Simon Mendes da Costa's new play, Losing Louis, delights and entertains in this excellent production at the Hampstead Theatre. It is slick, fast-paced, and littered with lines that had me in hysterics.

Set in a family bedroom in two time frames, the 1950s and present day, we see the effects of Louis' infidelity reverberating in his own lifetime, and in the aftermath of his death. The unfolding family saga is compelling and, as more and more is revealed, everything makes perfect sense, while not being wholly predictable. Although one would not imagine this to be the most likely material for amusement, perhaps the most striking thing about the play are the many excellently constructed and equally excellently delivered jokes, along with situations themselves that border on the farcical.

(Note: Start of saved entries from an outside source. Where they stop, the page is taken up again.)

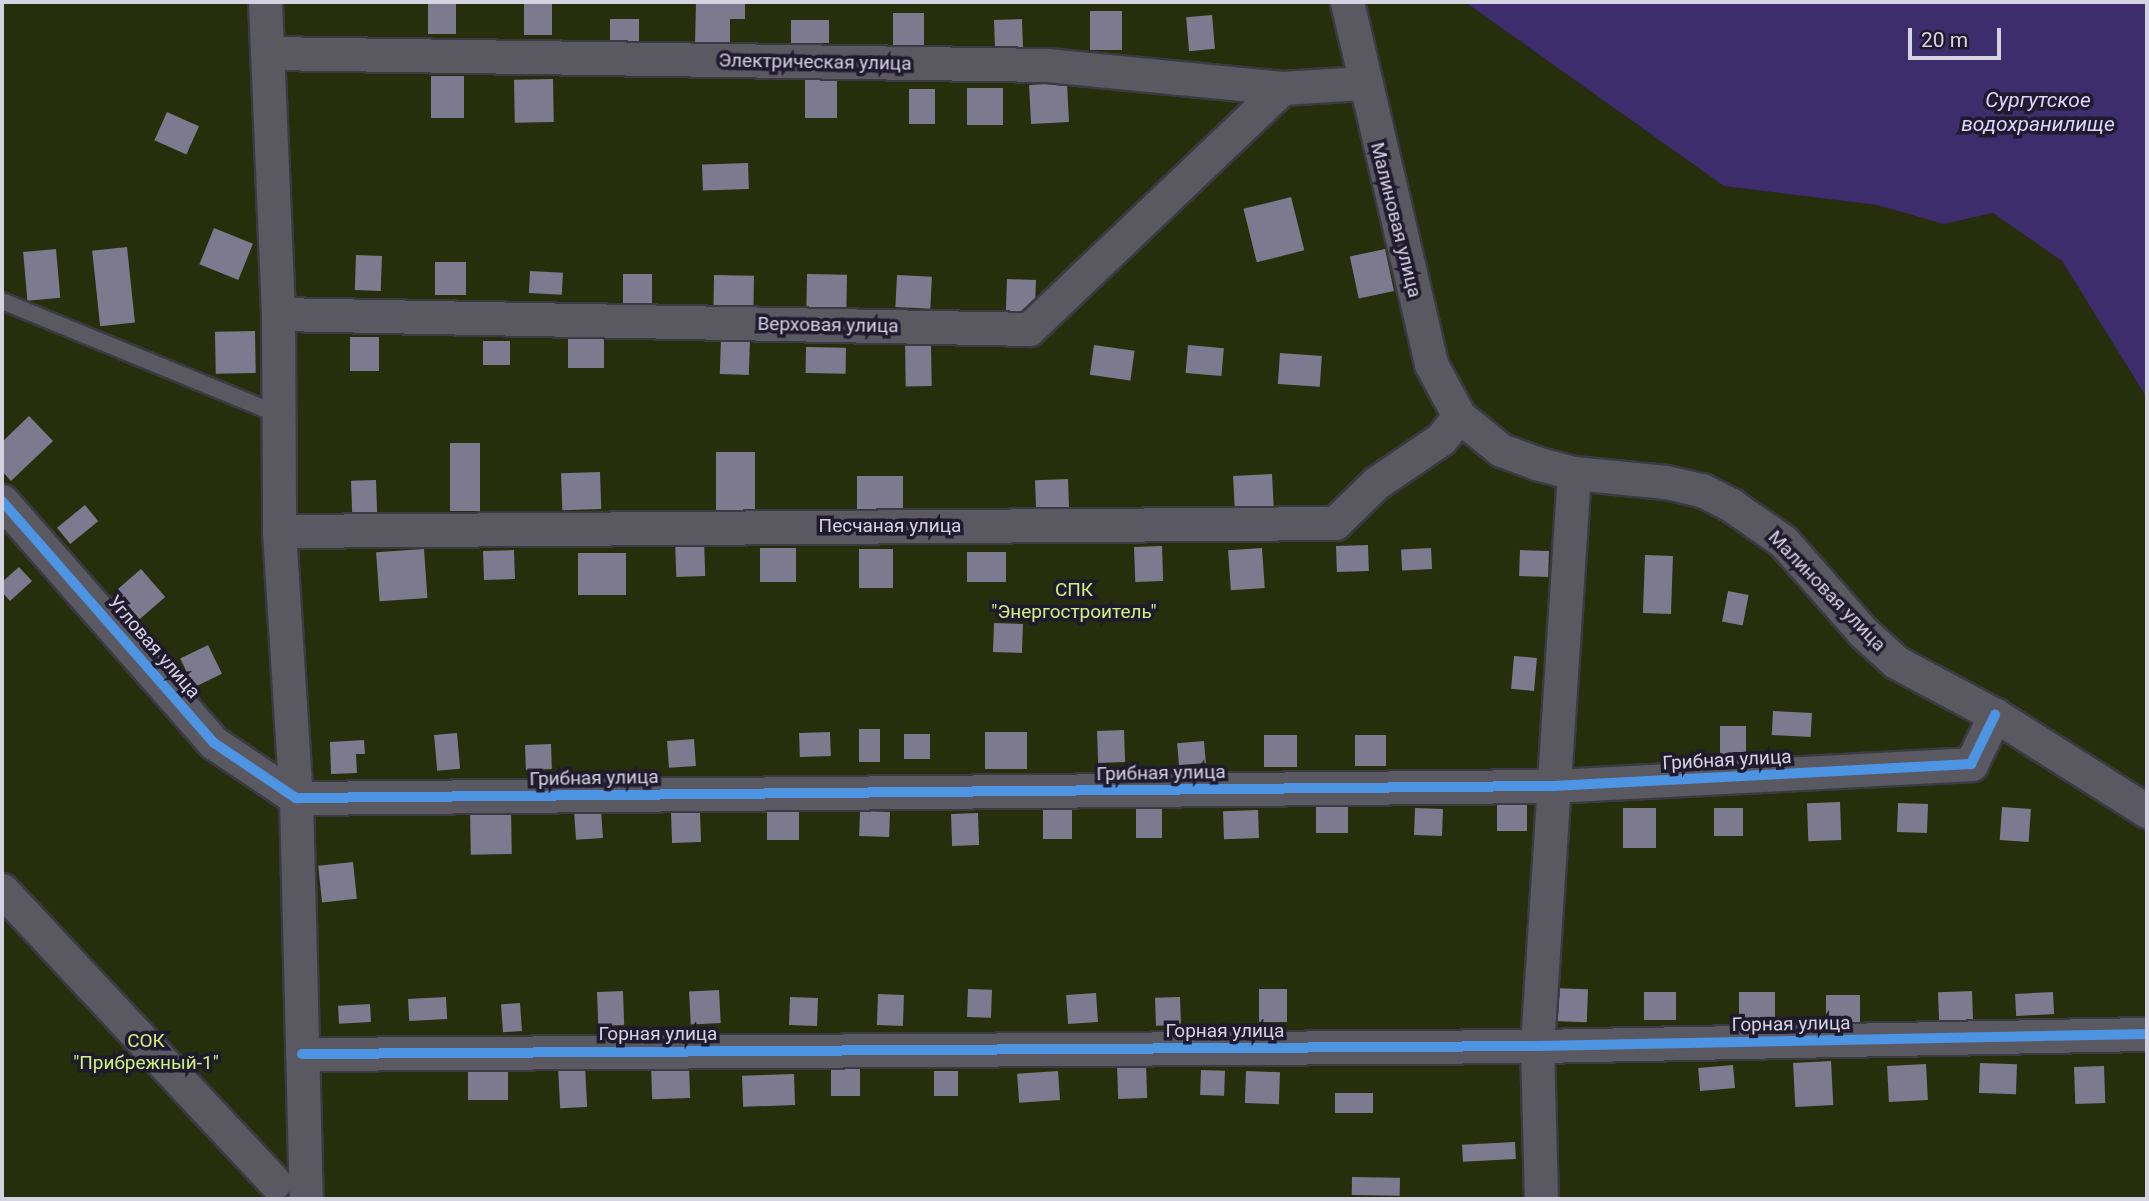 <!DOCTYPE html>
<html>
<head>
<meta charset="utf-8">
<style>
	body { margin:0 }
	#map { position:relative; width:2149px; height:1201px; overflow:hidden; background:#211e2a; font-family:Roboto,sans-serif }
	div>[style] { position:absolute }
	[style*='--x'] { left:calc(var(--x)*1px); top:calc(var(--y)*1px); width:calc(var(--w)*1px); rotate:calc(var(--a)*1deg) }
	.green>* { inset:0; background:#262e0c }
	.water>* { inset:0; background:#3e2d6c }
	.building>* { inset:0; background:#7d798e; transform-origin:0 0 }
	.roads { filter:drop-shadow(2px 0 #3b3a43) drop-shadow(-2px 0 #3b3a43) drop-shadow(0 2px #3b3a43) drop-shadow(0 -2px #3b3a43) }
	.lane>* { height:16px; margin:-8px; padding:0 8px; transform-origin:8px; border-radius:8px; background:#5a5961 }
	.street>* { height:33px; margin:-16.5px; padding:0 16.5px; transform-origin:16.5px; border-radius:16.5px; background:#5a5961 }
	.cycleway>* { height:10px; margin:-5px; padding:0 5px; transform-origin:5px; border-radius:5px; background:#4d94e3 }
	span { translate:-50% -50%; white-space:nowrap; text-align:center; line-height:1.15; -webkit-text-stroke:7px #1f1a2e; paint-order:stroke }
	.street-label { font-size:19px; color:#d5d3e1 }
	.park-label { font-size:19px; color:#d3ef7f }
	.water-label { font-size:21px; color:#dcd5fe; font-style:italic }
	.frame { position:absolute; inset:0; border:4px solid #d5d3e1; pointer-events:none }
	.scale { position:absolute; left:1908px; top:28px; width:93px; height:32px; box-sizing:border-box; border:4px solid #d5d3e1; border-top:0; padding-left:9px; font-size:21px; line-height:24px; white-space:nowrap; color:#d5d3e1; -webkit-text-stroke:5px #1f1a2e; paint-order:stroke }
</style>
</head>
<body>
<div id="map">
	<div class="green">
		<i style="clip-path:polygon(2px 2px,1465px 2px,1724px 186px,1877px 205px,1944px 224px,1993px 213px,2062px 261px,2147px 398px,2147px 1199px,2px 1199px)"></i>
	</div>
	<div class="water">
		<i style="clip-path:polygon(1465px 2px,2147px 2px,2147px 398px,2062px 261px,1993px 213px,1944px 224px,1877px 205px,1724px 186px)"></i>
	</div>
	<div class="building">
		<i style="left:428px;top:2px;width:28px;height:32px"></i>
		<i style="left:524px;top:2px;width:28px;height:33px"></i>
		<i style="clip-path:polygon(696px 2px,745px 2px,745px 19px,730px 19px,730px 44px,695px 44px)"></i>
		<i style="left:1122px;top:11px;width:39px;height:32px;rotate:90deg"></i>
		<i style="left:924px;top:13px;width:36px;height:31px;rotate:90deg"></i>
		<i style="left:1212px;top:15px;width:34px;height:26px;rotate:85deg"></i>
		<i style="left:610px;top:19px;width:29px;height:24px"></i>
		<i style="left:1022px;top:19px;width:31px;height:28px;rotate:88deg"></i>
		<i style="left:791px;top:20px;width:38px;height:23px"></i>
		<i style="left:431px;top:76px;width:33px;height:42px"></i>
		<i style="left:553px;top:79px;width:43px;height:39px;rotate:89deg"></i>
		<i style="left:805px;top:80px;width:32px;height:38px"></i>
		<i style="left:1067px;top:83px;width:39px;height:38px;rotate:87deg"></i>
		<i style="left:967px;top:88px;width:36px;height:37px"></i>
		<i style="left:909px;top:89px;width:26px;height:35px"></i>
		<i style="left:167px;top:112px;width:35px;height:31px;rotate:24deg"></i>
		<i style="left:748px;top:163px;width:26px;height:46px;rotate:88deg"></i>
		<i style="left:1291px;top:197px;width:55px;height:49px;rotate:76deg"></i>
		<i style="left:214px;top:228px;width:42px;height:39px;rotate:22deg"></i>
		<i style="left:127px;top:247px;width:76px;height:35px;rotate:84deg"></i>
		<i style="left:56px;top:249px;width:49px;height:33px;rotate:85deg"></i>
		<i style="left:1385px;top:249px;width:43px;height:36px;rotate:78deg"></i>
		<i style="left:356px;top:255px;width:26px;height:35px;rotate:2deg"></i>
		<i style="left:435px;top:262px;width:31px;height:33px"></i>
		<i style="left:530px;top:271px;width:33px;height:22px;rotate:3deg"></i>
		<i style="left:623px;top:274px;width:29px;height:29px"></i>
		<i style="left:807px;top:274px;width:40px;height:36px;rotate:1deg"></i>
		<i style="left:714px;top:275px;width:40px;height:33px;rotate:1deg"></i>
		<i style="left:897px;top:275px;width:35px;height:32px;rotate:3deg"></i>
		<i style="left:1007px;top:279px;width:29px;height:35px;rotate:2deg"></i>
		<i style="left:255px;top:331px;width:42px;height:40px;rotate:89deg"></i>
		<i style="left:379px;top:337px;width:34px;height:29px;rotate:90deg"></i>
		<i style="left:568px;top:337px;width:36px;height:31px"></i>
		<i style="left:721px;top:339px;width:29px;height:35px;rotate:2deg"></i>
		<i style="left:483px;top:341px;width:27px;height:24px"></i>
		<i style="left:931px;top:344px;width:42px;height:26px;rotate:89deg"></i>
		<i style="left:1094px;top:345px;width:41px;height:30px;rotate:8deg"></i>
		<i style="left:1188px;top:345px;width:36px;height:28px;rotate:5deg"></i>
		<i style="left:806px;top:347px;width:40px;height:26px;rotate:1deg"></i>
		<i style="left:1280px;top:353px;width:42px;height:31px;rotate:4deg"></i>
		<i style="clip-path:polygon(29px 416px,53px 441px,11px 481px,2px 471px,2px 442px)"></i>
		<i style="left:450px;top:443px;width:30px;height:68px"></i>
		<i style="left:716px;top:452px;width:39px;height:65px"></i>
		<i style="left:600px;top:472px;width:37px;height:39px;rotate:88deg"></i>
		<i style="left:1272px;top:474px;width:33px;height:39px;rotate:87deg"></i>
		<i style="left:857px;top:476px;width:46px;height:35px"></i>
		<i style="left:1068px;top:479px;width:32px;height:33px;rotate:88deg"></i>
		<i style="left:376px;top:480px;width:37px;height:25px;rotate:88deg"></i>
		<i style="left:85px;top:505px;width:21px;height:36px;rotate:51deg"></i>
		<i style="left:704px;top:539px;width:37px;height:29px;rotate:88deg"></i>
		<i style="left:1368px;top:545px;width:26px;height:32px;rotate:88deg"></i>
		<i style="left:1162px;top:546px;width:35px;height:28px;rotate:88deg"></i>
		<i style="left:760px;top:548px;width:36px;height:34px"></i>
		<i style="left:1262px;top:548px;width:40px;height:34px;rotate:86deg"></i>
		<i style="left:1431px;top:548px;width:21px;height:30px;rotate:87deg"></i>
		<i style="left:424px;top:549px;width:49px;height:48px;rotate:86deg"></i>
		<i style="left:859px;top:549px;width:34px;height:39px"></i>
		<i style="left:514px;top:550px;width:29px;height:31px;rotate:88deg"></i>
		<i style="left:1520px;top:550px;width:29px;height:26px;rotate:2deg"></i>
		<i style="left:967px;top:552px;width:39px;height:30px"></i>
		<i style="left:578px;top:553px;width:48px;height:42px"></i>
		<i style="left:1645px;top:555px;width:28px;height:58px;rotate:2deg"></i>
		<i style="clip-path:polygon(19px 567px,32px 581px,10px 601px,2px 592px,2px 582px)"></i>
		<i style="left:141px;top:569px;width:37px;height:34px;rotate:49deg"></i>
		<i style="left:1728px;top:591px;width:21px;height:31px;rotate:11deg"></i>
		<i style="left:994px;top:623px;width:29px;height:29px;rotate:2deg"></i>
		<i style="left:208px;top:645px;width:32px;height:31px;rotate:64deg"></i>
		<i style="left:1514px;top:656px;width:23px;height:33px;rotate:5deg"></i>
		<i style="left:1773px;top:711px;width:39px;height:24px;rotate:3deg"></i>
		<i style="left:1720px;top:726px;width:26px;height:33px"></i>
		<i style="left:859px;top:729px;width:21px;height:33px"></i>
		<i style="left:1124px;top:730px;width:32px;height:27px;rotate:88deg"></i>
		<i style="left:830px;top:732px;width:24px;height:31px;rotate:88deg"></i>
		<i style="left:985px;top:732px;width:42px;height:37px"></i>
		<i style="left:457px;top:733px;width:36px;height:23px;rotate:85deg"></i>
		<i style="left:930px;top:734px;width:25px;height:26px;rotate:90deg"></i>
		<i style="left:1264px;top:735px;width:33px;height:32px"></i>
		<i style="left:1355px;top:735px;width:31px;height:31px"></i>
		<i style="left:694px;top:739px;width:27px;height:27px;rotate:86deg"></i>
		<i style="clip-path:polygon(364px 740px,365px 754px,356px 754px,357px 773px,331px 774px,330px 742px)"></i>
		<i style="left:1204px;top:741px;width:22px;height:27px;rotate:85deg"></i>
		<i style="left:551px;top:744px;width:25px;height:26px;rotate:88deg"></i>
		<i style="left:1497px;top:800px;width:30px;height:31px"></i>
		<i style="left:1840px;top:802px;width:38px;height:33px;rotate:88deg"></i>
		<i style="left:1898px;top:803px;width:30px;height:29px;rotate:2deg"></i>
		<i style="left:1316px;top:806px;width:32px;height:27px"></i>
		<i style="left:799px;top:807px;width:33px;height:32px;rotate:90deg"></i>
		<i style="left:2002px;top:807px;width:29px;height:33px;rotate:4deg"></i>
		<i style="left:511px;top:808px;width:46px;height:41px;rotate:89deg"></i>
		<i style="left:1136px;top:808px;width:26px;height:30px"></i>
		<i style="left:1415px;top:808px;width:28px;height:27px;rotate:2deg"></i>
		<i style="left:1623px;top:808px;width:33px;height:40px"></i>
		<i style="left:1714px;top:808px;width:29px;height:28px"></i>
		<i style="left:601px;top:810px;width:28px;height:27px;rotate:86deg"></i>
		<i style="left:1043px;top:810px;width:29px;height:29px"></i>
		<i style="left:1258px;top:810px;width:28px;height:35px;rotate:88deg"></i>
		<i style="left:860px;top:811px;width:30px;height:25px;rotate:2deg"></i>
		<i style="left:700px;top:812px;width:30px;height:29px;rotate:88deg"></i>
		<i style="left:978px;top:813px;width:32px;height:27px;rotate:88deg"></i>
		<i style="left:353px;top:862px;width:37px;height:35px;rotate:84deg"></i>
		<i style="left:1552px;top:988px;width:36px;height:33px;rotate:2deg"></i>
		<i style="left:968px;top:989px;width:24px;height:28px;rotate:2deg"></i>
		<i style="left:1259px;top:989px;width:28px;height:33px"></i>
		<i style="left:719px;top:990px;width:33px;height:30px;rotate:87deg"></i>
		<i style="left:623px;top:991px;width:34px;height:26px;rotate:88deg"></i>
		<i style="left:1972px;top:991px;width:29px;height:34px;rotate:88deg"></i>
		<i style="left:1644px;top:992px;width:32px;height:28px"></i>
		<i style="left:1775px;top:992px;width:31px;height:36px;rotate:90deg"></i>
		<i style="left:2053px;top:992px;width:22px;height:38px;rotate:87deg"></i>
		<i style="left:1096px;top:993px;width:29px;height:30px;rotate:86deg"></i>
		<i style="left:878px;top:994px;width:26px;height:31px;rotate:2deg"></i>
		<i style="left:1826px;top:995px;width:34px;height:29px"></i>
		<i style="left:446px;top:997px;width:22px;height:38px;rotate:87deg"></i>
		<i style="left:790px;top:997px;width:28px;height:28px;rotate:2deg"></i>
		<i style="left:1180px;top:997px;width:28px;height:25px;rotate:88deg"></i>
		<i style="left:520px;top:1003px;width:28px;height:19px;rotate:86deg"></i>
		<i style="left:370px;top:1004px;width:18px;height:32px;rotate:87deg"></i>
		<i style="left:1831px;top:1061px;width:44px;height:38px;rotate:87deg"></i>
		<i style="left:508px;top:1063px;width:37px;height:40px;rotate:90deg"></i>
		<i style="left:1980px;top:1063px;width:37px;height:30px;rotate:2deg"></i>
		<i style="left:1146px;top:1064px;width:34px;height:29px;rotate:88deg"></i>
		<i style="left:1926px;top:1064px;width:36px;height:39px;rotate:87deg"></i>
		<i style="left:689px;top:1065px;width:33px;height:38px;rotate:88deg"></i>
		<i style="left:831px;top:1065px;width:29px;height:31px"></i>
		<i style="left:1733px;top:1065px;width:23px;height:35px;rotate:85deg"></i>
		<i style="left:585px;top:1066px;width:41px;height:27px;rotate:87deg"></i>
		<i style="left:2104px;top:1066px;width:37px;height:30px;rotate:88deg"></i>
		<i style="left:1201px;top:1070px;width:24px;height:25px;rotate:2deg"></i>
		<i style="left:958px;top:1071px;width:25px;height:24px;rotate:90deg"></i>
		<i style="left:1058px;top:1071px;width:29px;height:41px;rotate:86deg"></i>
		<i style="left:1246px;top:1071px;width:34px;height:32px;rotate:2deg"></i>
		<i style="left:794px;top:1074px;width:31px;height:52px;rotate:88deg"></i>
		<i style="left:1335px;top:1093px;width:38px;height:20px"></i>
		<i style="left:1515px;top:1142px;width:17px;height:53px;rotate:87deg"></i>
		<i style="left:1352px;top:1177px;width:48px;height:18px;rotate:1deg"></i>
	</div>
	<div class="roads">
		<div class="lane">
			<i style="--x:2;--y:301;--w:295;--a:22.3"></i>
		</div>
		<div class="street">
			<i style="--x:265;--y:2;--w:312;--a:87.6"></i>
			<i style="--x:278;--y:314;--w:217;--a:89.7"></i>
			<i style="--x:279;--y:531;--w:268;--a:86.4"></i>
			<i style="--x:296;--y:798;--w:401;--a:88.6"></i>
			<i style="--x:1347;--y:2;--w:372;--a:76.9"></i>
			<i style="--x:1431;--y:364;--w:59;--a:61.7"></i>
			<i style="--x:1459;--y:416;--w:54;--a:39"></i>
			<i style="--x:1501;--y:450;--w:37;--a:20"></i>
			<i style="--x:1536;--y:463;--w:39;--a:15"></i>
			<i style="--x:1574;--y:473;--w:92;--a:5.6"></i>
			<i style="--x:1666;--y:482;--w:37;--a:13"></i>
			<i style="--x:1702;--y:490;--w:33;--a:27"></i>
			<i style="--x:1731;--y:505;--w:63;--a:34.7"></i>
			<i style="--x:1783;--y:541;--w:121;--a:48.7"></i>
			<i style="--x:1863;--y:632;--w:45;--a:42.3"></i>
			<i style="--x:1896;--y:662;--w:112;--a:28.2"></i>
			<i style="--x:1995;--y:715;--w:180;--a:32.3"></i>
			<i style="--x:267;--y:53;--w:780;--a:0.88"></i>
			<i style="--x:1047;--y:65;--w:236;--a:5.6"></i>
			<i style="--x:1282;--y:88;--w:80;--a:-3.6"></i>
			<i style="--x:278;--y:314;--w:751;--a:1.14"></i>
			<i style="--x:1029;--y:329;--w:349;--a:-43.6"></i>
			<i style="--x:2;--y:501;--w:322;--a:48.8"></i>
			<i style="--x:214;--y:743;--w:99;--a:33.9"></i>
			<i style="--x:296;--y:798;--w:1257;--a:-0.55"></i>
			<i style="--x:1553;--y:786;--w:419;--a:-3"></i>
			<i style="--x:1971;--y:764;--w:55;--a:-63.9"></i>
			<i style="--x:279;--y:531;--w:1056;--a:-0.43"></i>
			<i style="--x:1335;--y:523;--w:57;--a:-44.3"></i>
			<i style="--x:1376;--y:483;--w:78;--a:-34.1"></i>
			<i style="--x:1441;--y:439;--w:29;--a:-52"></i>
			<i style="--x:2;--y:890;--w:400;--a:47"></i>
			<i style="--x:302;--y:1054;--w:1235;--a:-0.37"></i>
			<i style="--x:1537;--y:1046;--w:610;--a:-1.13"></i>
			<i style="--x:1541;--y:1199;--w:153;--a:-91.5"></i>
			<i style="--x:1537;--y:1046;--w:574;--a:-86.31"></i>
		</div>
	</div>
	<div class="cycleway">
		<i style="--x:2;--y:501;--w:322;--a:48.8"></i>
		<i style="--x:214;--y:743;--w:99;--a:33.9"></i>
		<i style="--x:296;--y:798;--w:1257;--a:-0.55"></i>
		<i style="--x:1553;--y:786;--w:419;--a:-3"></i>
		<i style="--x:1971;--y:764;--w:55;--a:-63.9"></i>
		<i style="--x:302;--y:1054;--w:1235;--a:-0.37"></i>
		<i style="--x:1537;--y:1046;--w:610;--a:-1.13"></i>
	</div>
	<div class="street-label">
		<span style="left:815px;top:62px;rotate:1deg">Электрическая улица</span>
		<span style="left:1396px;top:220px;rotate:76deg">Малиновая улица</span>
		<span style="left:828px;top:325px;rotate:1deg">Верховая улица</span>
		<span style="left:890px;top:526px">Песчаная улица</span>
		<span style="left:1827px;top:591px;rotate:46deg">Малиновая улица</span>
		<span style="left:154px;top:647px;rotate:49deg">Угловая улица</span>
		<span style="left:1727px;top:760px;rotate:-3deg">Грибная улица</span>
		<span style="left:1161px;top:773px;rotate:-1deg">Грибная улица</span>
		<span style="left:594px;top:778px;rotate:-1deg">Грибная улица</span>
		<span style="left:1791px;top:1024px;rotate:-1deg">Горная улица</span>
		<span style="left:1225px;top:1031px">Горная улица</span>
		<span style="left:658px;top:1034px">Горная улица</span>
	</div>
	<div class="park-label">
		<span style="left:1074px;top:601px">СПК<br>"Энергостроитель"</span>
		<span style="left:146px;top:1052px">СОК<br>"Прибрежный-1"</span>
	</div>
	<div class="water-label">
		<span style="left:2038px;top:112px">Сургутское<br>водохранилище</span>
	</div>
	<div class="frame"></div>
	<div class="scale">20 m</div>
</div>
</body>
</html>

Robin Lefevre's directing is first class, not only in the way the scenes are seamlessly interwoven, but also in the attention to detail within the scenes themselves. After returning from the rather muddy and rainy burial, the characters come onstage suitably disgruntled, tights laddered and the gentlemen's trousers muddied at the bottom. Although the action all takes place in one room, it is never dull or claustrophobic to watch. The set is elaborate and a beautifully constructed main bedroom in a large family house. I was most impressed when I first walked in, and was still enjoying looking at the room's furnishings and props by the end of the production.

There is not a single weak link in the acting either. Alison Steadman and Lynda Bellingham are brilliant as the enthusiastic Sheila and her husband's brother's rather more glamorous wife, Elizabeth. David Horovitch and Brian Protheroe bring pathos and gravitas to their roles of Tony and Reggie. Anita Briem gives a lovely and touching performance as Bella, in love with Louis, and Jason Durr and Emma Cunniffe are both compelling as the 1950s couple, Louis and Bobbie.

The script is well constructed, as well as witty. As the play focuses on the complications of one particular family, it does not hold a great political message, but it explores emotions that most of us experience: the irrationality of love, and the inability to let go of our childhood memories and scars. I for one will be rushing out when the next Simon Mendes da Costa play emerges.

I was not alone in finding this play utterly engaging, and the warm response the audience gave throughout was matched by a highly enthusiastic curtain call. I can see why people are talking about this play deserving a West End transfer. The production itself is superb, and although the script may not change the world, it certainly makes for a highly enjoyable evening.